§ EXERCISE OBJECTIVE: Copy out each line below exactly as written.

(Beginning of AVAILABLE RECORDS)

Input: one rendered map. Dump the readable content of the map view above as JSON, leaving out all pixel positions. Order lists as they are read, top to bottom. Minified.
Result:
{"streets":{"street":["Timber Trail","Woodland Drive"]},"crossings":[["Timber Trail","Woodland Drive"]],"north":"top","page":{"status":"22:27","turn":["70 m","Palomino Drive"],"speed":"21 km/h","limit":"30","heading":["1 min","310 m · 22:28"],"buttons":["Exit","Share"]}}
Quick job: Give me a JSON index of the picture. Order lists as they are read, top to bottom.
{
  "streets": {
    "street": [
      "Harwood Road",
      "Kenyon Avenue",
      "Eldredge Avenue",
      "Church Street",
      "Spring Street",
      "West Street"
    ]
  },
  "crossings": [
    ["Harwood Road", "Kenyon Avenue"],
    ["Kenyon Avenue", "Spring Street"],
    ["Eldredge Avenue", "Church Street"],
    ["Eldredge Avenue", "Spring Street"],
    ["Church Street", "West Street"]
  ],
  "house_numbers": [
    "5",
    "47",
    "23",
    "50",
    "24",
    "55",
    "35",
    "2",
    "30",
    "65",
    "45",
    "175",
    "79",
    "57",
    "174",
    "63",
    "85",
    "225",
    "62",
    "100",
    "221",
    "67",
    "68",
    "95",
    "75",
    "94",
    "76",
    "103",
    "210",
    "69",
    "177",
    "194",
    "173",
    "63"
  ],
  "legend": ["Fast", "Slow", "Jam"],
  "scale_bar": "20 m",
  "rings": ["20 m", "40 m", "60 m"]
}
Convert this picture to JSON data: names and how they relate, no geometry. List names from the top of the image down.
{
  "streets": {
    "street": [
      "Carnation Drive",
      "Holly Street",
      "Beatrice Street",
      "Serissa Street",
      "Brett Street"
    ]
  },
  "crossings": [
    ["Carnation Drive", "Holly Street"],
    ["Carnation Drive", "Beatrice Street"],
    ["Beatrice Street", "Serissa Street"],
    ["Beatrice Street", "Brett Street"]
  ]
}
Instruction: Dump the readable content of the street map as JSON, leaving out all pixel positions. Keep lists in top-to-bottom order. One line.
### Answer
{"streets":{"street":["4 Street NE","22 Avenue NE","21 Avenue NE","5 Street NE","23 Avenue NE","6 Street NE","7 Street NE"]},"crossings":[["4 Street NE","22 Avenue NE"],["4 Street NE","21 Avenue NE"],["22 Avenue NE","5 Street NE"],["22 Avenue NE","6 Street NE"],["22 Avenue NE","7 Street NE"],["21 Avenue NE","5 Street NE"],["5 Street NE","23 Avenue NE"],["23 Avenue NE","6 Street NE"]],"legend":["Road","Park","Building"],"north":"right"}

(End of AVAILABLE RECORDS)

§ YOUR RESPONSE:
Input: one rendered map. Dump the readable content of the map view above as JSON, leaving out all pixel positions. Order lists as they are read, top to bottom. Minified.
Result:
{"streets":{"street":["Timber Trail","Woodland Drive"]},"crossings":[["Timber Trail","Woodland Drive"]],"north":"top","page":{"status":"22:27","turn":["70 m","Palomino Drive"],"speed":"21 km/h","limit":"30","heading":["1 min","310 m · 22:28"],"buttons":["Exit","Share"]}}
Quick job: Give me a JSON index of the picture. Order lists as they are read, top to bottom.
{
  "streets": {
    "street": [
      "Harwood Road",
      "Kenyon Avenue",
      "Eldredge Avenue",
      "Church Street",
      "Spring Street",
      "West Street"
    ]
  },
  "crossings": [
    ["Harwood Road", "Kenyon Avenue"],
    ["Kenyon Avenue", "Spring Street"],
    ["Eldredge Avenue", "Church Street"],
    ["Eldredge Avenue", "Spring Street"],
    ["Church Street", "West Street"]
  ],
  "house_numbers": [
    "5",
    "47",
    "23",
    "50",
    "24",
    "55",
    "35",
    "2",
    "30",
    "65",
    "45",
    "175",
    "79",
    "57",
    "174",
    "63",
    "85",
    "225",
    "62",
    "100",
    "221",
    "67",
    "68",
    "95",
    "75",
    "94",
    "76",
    "103",
    "210",
    "69",
    "177",
    "194",
    "173",
    "63"
  ],
  "legend": ["Fast", "Slow", "Jam"],
  "scale_bar": "20 m",
  "rings": ["20 m", "40 m", "60 m"]
}
Convert this picture to JSON data: names and how they relate, no geometry. List names from the top of the image down.
{
  "streets": {
    "street": [
      "Carnation Drive",
      "Holly Street",
      "Beatrice Street",
      "Serissa Street",
      "Brett Street"
    ]
  },
  "crossings": [
    ["Carnation Drive", "Holly Street"],
    ["Carnation Drive", "Beatrice Street"],
    ["Beatrice Street", "Serissa Street"],
    ["Beatrice Street", "Brett Street"]
  ]
}
Instruction: Dump the readable content of the street map as JSON, leaving out all pixel positions. Keep lists in top-to-bottom order. One line.
### Answer
{"streets":{"street":["4 Street NE","22 Avenue NE","21 Avenue NE","5 Street NE","23 Avenue NE","6 Street NE","7 Street NE"]},"crossings":[["4 Street NE","22 Avenue NE"],["4 Street NE","21 Avenue NE"],["22 Avenue NE","5 Street NE"],["22 Avenue NE","6 Street NE"],["22 Avenue NE","7 Street NE"],["21 Avenue NE","5 Street NE"],["5 Street NE","23 Avenue NE"],["23 Avenue NE","6 Street NE"]],"legend":["Road","Park","Building"],"north":"right"}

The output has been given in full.